Set 172 years before GoT, the new series chronicles the beginning of the end of House Targaryen, based on works by famed author George R.R. Martin.
In this kingdom, King Viserys (Paddy Considine) is ready to welcome an heir to the throne, with wife Aemma Arryn (Sian Brooke) set to give birth within days.
But Prince Daemon (Matt Smith), the king’s ambitious younger brother has his gaze fixed on the throne. The rift between the two has caused Viserys to keep Daemon busy and largely absent, which only fuels the latter’s seething anger.
Princess Rhaenyra (Milly Alcock) is also reminded that females do not inherit the throne. At least she has her dragon for company, demonstrating all the serpent-whispering skills that will continue through lineage to Daenerys. All Rhaenyra wants to do is fly on dragonback.
Like all good kings, Viserys finds himself mistrustful of those closest to him. Between his council of high-level advisers grasping for power, and a deceptive brother, the life of a king is always looking over one’s shoulder for fear of a knife in the back.

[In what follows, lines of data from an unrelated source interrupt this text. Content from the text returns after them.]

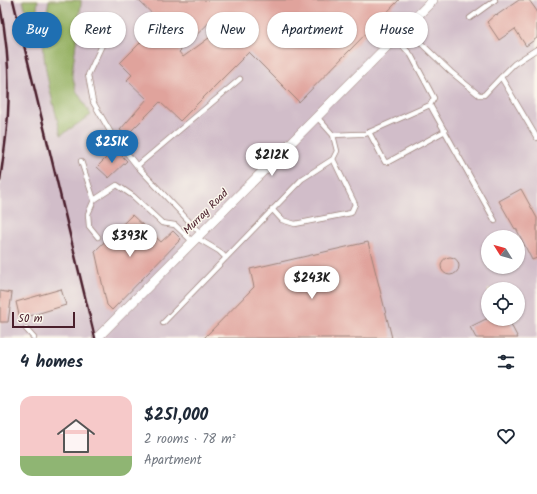 <!DOCTYPE html>
<meta charset="utf-8">
<style>
:root{--surface:#fff;--page:#f2f2f3;--text:#1f2937;--muted:#747a83;--line:#e0e1e3;--accent:#1f6fb2}
body{margin:0;font-family:Kalam,sans-serif;background:var(--page);color:var(--text);height:100vh;display:flex;flex-direction:column;font-size:15px;white-space:nowrap}
*{box-sizing:border-box;margin:0}
p{font-size:13px;color:var(--muted)}
.icon{flex:none;width:22px;height:22px;fill:none;stroke:currentColor;stroke-width:2;stroke-linecap:round;stroke-linejoin:round}
.map{position:relative;height:338px;overflow:hidden}
.drawer{display:flex;flex-direction:column;background:var(--surface);flex:1}
.drawer>*{flex:none}
.top-card{position:absolute;left:12px;top:12px;width:513px;height:36px;display:flex;gap:8px}
.needle{width:26px;rotate:307deg}
.tools{position:absolute;left:481px;top:230px;display:grid;gap:8px}
.tools a{display:grid;place-items:center;width:44px;height:44px;border-radius:50%;background:var(--surface);box-shadow:0 1px 3px #0004;font-size:20px}
.scale{position:absolute;left:12px;bottom:10px;width:63px;box-sizing:border-box;padding-left:4px;border:2px solid #4a1f2b;border-top:0;font-size:11px;line-height:14px;white-space:nowrap;color:#4a1f2b;-webkit-text-stroke:3px #fbf7ec;paint-order:stroke}
.price{position:absolute;translate:-50% -34px;padding:0 9px;border-radius:14px;background:#fff;color:#222;font-size:13px;line-height:26px;filter:drop-shadow(0 1px 2px #0008)}
.price::after{content:'';position:absolute;left:50%;top:24px;width:12px;height:9px;margin-left:-6px;background:inherit;clip-path:polygon(0 0,100% 0,50% 100%)}
.price.active{background:var(--accent);color:#fff}
ul{padding:0;list-style:none}
li{display:flex;align-items:center;gap:12px;height:100px;padding:0 20px}
li+li{border-top:1px solid var(--line)}
li span{display:grid;place-items:center;flex:none;width:112px;height:80px;border-radius:12px;color:#555}
li>.icon{margin-inline-start:auto}
span .icon{width:48px;height:48px;fill:#fffc;stroke-width:1}
li b{font-size:17px}
h2{display:flex;justify-content:space-between;align-items:center;height:48px;padding:0 20px;font-size:17px}
.tag{padding:0 14px;border-radius:18px;background:var(--surface);box-shadow:0 1px 3px #0004;font-size:14px;line-height:36px}
.tag.active{background:var(--accent);color:#fff}
.map>svg:first-child{display:block}
.industrial{fill:#d1bdc9;fill-rule:evenodd}
.forest{fill:#95b163;stroke:#706847}
.building{fill:#e0a39c;fill-rule:evenodd}
.lines{fill:none;stroke-linecap:round;stroke-linejoin:round}
.service-casing{stroke:#9c827a;stroke-width:6}
.minor-casing{stroke:#9c827a;stroke-width:10}
.service{stroke:#fff;stroke-width:4.5}
.minor{stroke:#fff;stroke-width:9}
.rail{stroke:#4a1f2b;stroke-width:2.5}
.labels{text-anchor:middle;dominant-baseline:central;stroke-width:3;stroke-linejoin:round;paint-order:stroke}
.street-label{font-size:11px;fill:#4a1f2b;stroke:#fbf7ec}
</style>
<div class="map">
<svg width="537" height="338" viewBox="0 0 537 338">
<rect width="100%" height="100%" fill="#fbf7ec"/>
<filter id="ink" filterUnits="userSpaceOnUse"><feTurbulence type="fractalNoise" baseFrequency=".025" numOctaves="2"/><feDisplacementMap in="SourceGraphic" scale="8" xChannelSelector="R" yChannelSelector="G"/><feConvolveMatrix kernelMatrix="1 2 1 2 8 2 1 2 1" color-interpolation-filters="sRGB"/></filter>
<filter id="wash" filterUnits="userSpaceOnUse"><feTurbulence type="fractalNoise" baseFrequency=".012" numOctaves="4" result="noise"/><feDisplacementMap in="SourceGraphic" scale="16" xChannelSelector="R" yChannelSelector="G"/><feGaussianBlur stdDeviation="0.9" result="paint"/><feColorMatrix in="noise" values="0 0 0 0 0 0 0 0 0 0 0 0 0 0 0 0 0 1.4 0 .05"/><feComposite in="paint" operator="in"/></filter>
<g filter="url(#wash)">
<rect width="100%" height="100%" fill="#ede6c8"/>
<path class="industrial" d="M 0,0 L 23,0 L 30,30 L 34,32 L 38,0 L 49,0 L 44,55 L 48,83 L 61,135 L 91,115 L 76,90 L 72,74 L 81,4 L 81,0 L 537,0 L 537,338 L 0,338 ZM 488,237 L 518,237 L 518,267 L 488,267 ZM 488,289 L 518,289 L 518,319 L 488,319 Z"/>
<path class="forest" d="M 23,0 L 38,0 L 34,32 L 30,30 Z
M 49,0 L 81,0 L 81,4 L 72,74 L 76,90 L 91,115 L 61,135 C 55,109 47,83 44,56 C 42,37 46,18 49,0 Z"/>
<g id="blocks">
<path class="building" d="M 138,0 L 399,0 L 299,102 L 249,52 L 180,121 L 160,102 L 127,135 L 120,130 L 147,99 L 127,80 L 132,75 L 120,63 L 150,33 L 154,34 L 163,24 ZM 219,13 L 228,24 L 183,57 L 179,52 Z
M 519,0 L 529,0 L 537,11 L 537,38 L 526,46 L 515,29 L 499,40 L 487,22 L 496,14 L 497,15 Z
M 115,149 L 127,161 L 109,178 L 97,167 Z
M 521,189 L 537,218 L 537,258 L 532,260 L 516,228 L 515,229 L 499,201 Z
M 132,215 L 161,242 L 173,231 L 181,239 L 112,310 L 107,305 L 95,251 Z
M 368,242 L 392,338 L 204,338 L 254,287 L 250,269 Z
M441 266a9 9 0 1 1 18 0a9 9 0 1 1-18 0Z
M 61,289 L 66,305 L 20,319 L 16,302 Z
M 0,291 L 12,293 L 8,322 L 0,322 Z
M 486,319 L 508,319 L 518,338 L 476,338 L 470,327 Z"/>
</g>
</g>
<g filter="url(#ink)">
<use href="#blocks" fill-opacity="0" stroke="#9c827a" stroke-width="1"/>
<g class="lines">
<defs>
<path id="service" d="M 470,18 L 495,0
M 110,28 L 88,75 L 93,102 L 111,133 L 137,166
M 405,28 L 451,72 L 479,95 L 484,95 L 501,77 L 514,64 L 537,49
M 501,77 L 537,138
M 430,105 L 495,221
M 317,117 L 333,135 L 358,134 L 365,134 L 430,105 L 434,98 L 411,55 L 395,38
M 369,132 L 385,162 L 388,162 L 445,131
M 81,161 L 94,200 L 117,185 L 133,196 L 162,223 L 175,225 L 193,242
M 94,200 L 88,214 L 89,226 L 98,237
M 272,209 L 282,220 L 295,224 L 351,213 L 355,204 L 333,159
M 201,234 L 137,166 L 240,79
M 197,238 L 219,251 L 226,258
M 163,323 L 302,179 L 333,159 L 337,151 L 333,135
M 26,329 L 34,338"/>
<path id="minor" d="M 97,338 L 433,0"/>
</defs>
<use href="#service" class="service-casing"/>
<use href="#minor" class="minor-casing"/>
<use href="#service" class="service"/>
<use href="#minor" class="minor"/>
<path class="rail" d="M 13,0 L 95,338
M 0,5 C 7,40 10,77 8,113 C 7,136 3,158 0,181"/>
</g>
</g>
<g class="labels">
<g class="street-label">
<text transform="translate(206 212) rotate(-45)">Murray Road</text>
</g>
</g>
</svg>
<div class="tools">
<a><svg class="needle" viewBox="-14 -14 28 28"><path d="M0-13l5 13h-10z" fill="#e53935"/><path d="M0 13l5-13h-10z" fill="#747a83"/></svg></a>
<a><svg class="icon" aria-label="locate" viewBox="0 0 24 24"><circle cx="12" cy="12" r="6"/><path d="M12 2v4M12 18v4M2 12h4M18 12h4"/></svg></a>
</div>
<div class="scale">50 m</div>
<b class="price active" style="left:112px;top:164px">$251K</b>
<b class="price" style="left:272px;top:177px">$212K</b>
<b class="price" style="left:130px;top:258px">$393K</b>
<b class="price" style="left:312px;top:300px">$243K</b>
<div class="top-card">
<a class="tag active">Buy</a>
<a class="tag">Rent</a>
<a class="tag">Filters</a>
<a class="tag">New</a>
<a class="tag">Apartment</a>
<a class="tag">House</a>
</div>
</div>
<section class="drawer">
<h2>4 homes<svg class="icon" aria-label="filters" viewBox="0 0 24 24"><path d="M4 7h16M4 17h16"/><circle cx="9" cy="7" r="2"/><circle cx="15" cy="17" r="2"/></svg></h2>
<ul>
<li><span style="background:linear-gradient(#f6c9c9 75%,#8fb573 0)"><svg class="icon" aria-label="home" viewBox="0 0 24 24"><path d="M3 11l9-7 9 7M6 9v11h12V9"/></svg></span><div><b>$251,000</b><p>2 rooms · 78 m²</p><p>Apartment</p></div><svg class="icon" aria-label="heart" viewBox="0 0 24 24"><path d="M12 20l-8-8c-3-5 5-10 8-4 3-6 11-1 8 4z"/></svg></li>
</ul>
</section>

The lengthy first episode includes jousting knights, threats, sacrifice, power games, sex and a hint of romance. There’s an opening episode orgy with (mostly female) nudity and even a ‘Sophie’s Choice’ moment…
Matt Smith and Milly Alcock emerge as two memorable stars from this first chapter. Alcock is outstanding in underplaying her role, making her own decisions and generally bringing life to the stuffy royal house. Smith is over-the-top brash as a villainous brother -a huge contrast to his other famed fantasy role.

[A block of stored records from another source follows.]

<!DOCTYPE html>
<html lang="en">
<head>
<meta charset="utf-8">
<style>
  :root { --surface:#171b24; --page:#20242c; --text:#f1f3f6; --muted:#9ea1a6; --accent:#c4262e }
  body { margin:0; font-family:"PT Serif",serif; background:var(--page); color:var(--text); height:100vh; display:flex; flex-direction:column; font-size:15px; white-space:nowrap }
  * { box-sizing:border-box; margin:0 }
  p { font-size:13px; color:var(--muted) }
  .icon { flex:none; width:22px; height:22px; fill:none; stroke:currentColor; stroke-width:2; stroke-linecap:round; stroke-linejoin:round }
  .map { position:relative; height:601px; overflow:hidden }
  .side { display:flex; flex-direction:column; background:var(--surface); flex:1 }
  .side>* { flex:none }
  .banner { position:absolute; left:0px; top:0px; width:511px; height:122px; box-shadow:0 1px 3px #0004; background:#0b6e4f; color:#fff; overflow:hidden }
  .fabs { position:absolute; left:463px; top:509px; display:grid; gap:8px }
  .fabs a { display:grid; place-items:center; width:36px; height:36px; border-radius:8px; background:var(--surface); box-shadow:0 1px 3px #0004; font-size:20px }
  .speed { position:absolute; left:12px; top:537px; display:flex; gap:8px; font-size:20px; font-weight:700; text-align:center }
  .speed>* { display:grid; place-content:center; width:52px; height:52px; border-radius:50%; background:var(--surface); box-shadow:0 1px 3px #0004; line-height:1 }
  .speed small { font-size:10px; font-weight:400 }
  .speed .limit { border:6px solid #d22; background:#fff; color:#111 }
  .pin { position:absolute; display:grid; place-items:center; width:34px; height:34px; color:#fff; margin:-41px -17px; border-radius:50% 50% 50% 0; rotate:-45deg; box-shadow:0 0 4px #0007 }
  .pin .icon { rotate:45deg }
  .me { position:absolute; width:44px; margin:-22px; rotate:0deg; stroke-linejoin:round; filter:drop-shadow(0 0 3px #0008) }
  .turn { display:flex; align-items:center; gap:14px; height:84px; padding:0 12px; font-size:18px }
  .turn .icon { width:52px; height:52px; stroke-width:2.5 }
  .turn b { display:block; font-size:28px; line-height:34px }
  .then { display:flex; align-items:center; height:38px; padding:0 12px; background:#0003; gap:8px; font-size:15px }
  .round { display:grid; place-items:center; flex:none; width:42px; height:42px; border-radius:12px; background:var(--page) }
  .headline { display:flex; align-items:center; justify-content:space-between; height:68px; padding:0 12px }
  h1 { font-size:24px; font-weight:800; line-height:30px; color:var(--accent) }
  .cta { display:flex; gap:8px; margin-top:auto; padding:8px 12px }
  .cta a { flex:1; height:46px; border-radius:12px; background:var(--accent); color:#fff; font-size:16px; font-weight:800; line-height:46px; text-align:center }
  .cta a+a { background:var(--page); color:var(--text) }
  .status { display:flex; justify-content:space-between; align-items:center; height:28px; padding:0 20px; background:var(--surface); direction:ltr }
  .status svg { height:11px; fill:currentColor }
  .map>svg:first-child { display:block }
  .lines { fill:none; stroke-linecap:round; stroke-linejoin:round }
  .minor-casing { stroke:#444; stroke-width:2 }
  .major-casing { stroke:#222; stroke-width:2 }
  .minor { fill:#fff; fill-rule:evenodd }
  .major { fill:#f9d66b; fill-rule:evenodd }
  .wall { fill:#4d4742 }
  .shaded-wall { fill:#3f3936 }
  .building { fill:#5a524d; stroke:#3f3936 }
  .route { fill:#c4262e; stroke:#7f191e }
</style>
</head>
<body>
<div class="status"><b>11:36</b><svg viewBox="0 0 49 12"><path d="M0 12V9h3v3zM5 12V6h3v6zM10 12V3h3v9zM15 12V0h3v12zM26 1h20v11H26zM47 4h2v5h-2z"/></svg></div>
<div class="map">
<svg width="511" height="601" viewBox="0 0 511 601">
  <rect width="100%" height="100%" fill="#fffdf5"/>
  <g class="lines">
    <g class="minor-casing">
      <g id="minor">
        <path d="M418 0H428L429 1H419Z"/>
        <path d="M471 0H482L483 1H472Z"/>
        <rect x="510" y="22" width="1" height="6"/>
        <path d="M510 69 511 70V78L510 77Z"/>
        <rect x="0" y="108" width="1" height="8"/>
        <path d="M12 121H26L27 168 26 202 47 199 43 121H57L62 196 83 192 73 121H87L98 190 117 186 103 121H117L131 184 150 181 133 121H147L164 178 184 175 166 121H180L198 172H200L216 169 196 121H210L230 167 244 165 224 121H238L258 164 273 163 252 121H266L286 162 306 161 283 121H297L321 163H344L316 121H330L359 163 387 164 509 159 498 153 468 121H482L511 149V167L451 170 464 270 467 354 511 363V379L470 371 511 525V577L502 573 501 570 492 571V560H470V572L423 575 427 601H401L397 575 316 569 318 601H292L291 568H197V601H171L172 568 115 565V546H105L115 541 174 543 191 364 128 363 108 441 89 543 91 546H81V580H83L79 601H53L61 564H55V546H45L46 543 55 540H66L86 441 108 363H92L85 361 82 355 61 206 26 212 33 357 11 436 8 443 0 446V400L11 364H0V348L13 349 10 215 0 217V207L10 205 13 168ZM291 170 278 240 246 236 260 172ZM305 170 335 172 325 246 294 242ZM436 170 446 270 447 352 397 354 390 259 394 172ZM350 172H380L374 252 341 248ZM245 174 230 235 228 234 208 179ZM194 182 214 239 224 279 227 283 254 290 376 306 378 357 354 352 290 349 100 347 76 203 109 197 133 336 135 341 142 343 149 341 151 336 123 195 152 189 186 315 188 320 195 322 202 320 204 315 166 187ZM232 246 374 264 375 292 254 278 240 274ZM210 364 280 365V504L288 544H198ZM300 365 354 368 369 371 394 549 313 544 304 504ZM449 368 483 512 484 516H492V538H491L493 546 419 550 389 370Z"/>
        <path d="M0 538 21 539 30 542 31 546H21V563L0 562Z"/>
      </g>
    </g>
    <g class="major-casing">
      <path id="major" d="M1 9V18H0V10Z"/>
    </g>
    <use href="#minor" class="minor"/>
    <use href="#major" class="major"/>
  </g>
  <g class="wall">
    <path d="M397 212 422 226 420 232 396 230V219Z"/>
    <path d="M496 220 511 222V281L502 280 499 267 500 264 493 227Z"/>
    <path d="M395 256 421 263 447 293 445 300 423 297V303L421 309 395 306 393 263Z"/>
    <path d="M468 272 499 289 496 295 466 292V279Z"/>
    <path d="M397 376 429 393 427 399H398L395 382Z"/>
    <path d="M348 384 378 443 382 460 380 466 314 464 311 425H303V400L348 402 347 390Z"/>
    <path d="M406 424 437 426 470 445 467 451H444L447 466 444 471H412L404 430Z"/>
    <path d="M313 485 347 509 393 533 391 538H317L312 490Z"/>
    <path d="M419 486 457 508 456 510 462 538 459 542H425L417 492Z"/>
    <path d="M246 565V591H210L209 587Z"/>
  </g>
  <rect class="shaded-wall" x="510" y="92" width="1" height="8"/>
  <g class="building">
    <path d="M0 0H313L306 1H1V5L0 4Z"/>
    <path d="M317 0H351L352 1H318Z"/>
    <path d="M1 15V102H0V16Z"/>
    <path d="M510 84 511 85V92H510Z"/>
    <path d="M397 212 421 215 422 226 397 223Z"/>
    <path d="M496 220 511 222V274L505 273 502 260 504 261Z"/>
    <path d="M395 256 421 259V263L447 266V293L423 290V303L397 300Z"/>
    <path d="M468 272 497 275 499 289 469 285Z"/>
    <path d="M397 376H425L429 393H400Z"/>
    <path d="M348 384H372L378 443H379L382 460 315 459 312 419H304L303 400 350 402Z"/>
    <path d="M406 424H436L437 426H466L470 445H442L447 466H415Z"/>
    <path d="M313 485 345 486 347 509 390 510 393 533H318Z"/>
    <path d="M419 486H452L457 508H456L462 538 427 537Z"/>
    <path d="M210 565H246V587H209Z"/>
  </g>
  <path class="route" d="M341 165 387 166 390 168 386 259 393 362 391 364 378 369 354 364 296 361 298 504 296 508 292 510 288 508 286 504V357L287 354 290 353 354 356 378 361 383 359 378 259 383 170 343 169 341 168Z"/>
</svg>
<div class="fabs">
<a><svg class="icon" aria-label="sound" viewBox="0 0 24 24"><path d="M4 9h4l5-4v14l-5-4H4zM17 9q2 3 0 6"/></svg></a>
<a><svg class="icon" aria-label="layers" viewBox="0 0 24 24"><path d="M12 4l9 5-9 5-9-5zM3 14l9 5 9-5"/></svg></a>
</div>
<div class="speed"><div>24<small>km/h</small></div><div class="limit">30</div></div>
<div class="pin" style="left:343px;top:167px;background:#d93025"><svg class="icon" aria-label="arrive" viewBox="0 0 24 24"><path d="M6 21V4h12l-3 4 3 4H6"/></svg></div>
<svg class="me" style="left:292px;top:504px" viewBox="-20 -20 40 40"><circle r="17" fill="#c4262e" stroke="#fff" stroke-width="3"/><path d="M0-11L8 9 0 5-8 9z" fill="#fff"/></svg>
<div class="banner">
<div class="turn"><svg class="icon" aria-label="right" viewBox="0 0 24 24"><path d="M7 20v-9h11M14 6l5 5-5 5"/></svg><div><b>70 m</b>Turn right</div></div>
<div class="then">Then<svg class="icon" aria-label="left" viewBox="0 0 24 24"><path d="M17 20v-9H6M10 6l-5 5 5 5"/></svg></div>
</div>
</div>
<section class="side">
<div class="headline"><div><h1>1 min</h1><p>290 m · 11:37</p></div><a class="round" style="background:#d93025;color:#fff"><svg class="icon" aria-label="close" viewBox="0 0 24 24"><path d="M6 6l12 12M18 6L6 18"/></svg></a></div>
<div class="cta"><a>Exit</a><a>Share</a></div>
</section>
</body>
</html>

House of the Dragon power games hint at politics of British, Asian, and literary royalty and while television has evolved over the lifespan of GoT, it addresses head on issues around equality, if less so around ‘blind’ casting of diverse actors.
As an opening chapter it is strong and satisfying, visually, dramatically, in homage to its predecessors.
Yet it leaves me unsure of how it will make its own mark rather than existing as a faithful second album. Much of that will lay in the writing and in what a fine cast can deliver.
On that front the dragon’s fire is burning brightly, so far and fans will welcome new chapters.
House of the Dragon airs 11am Monday on FOX Showcase / Binge.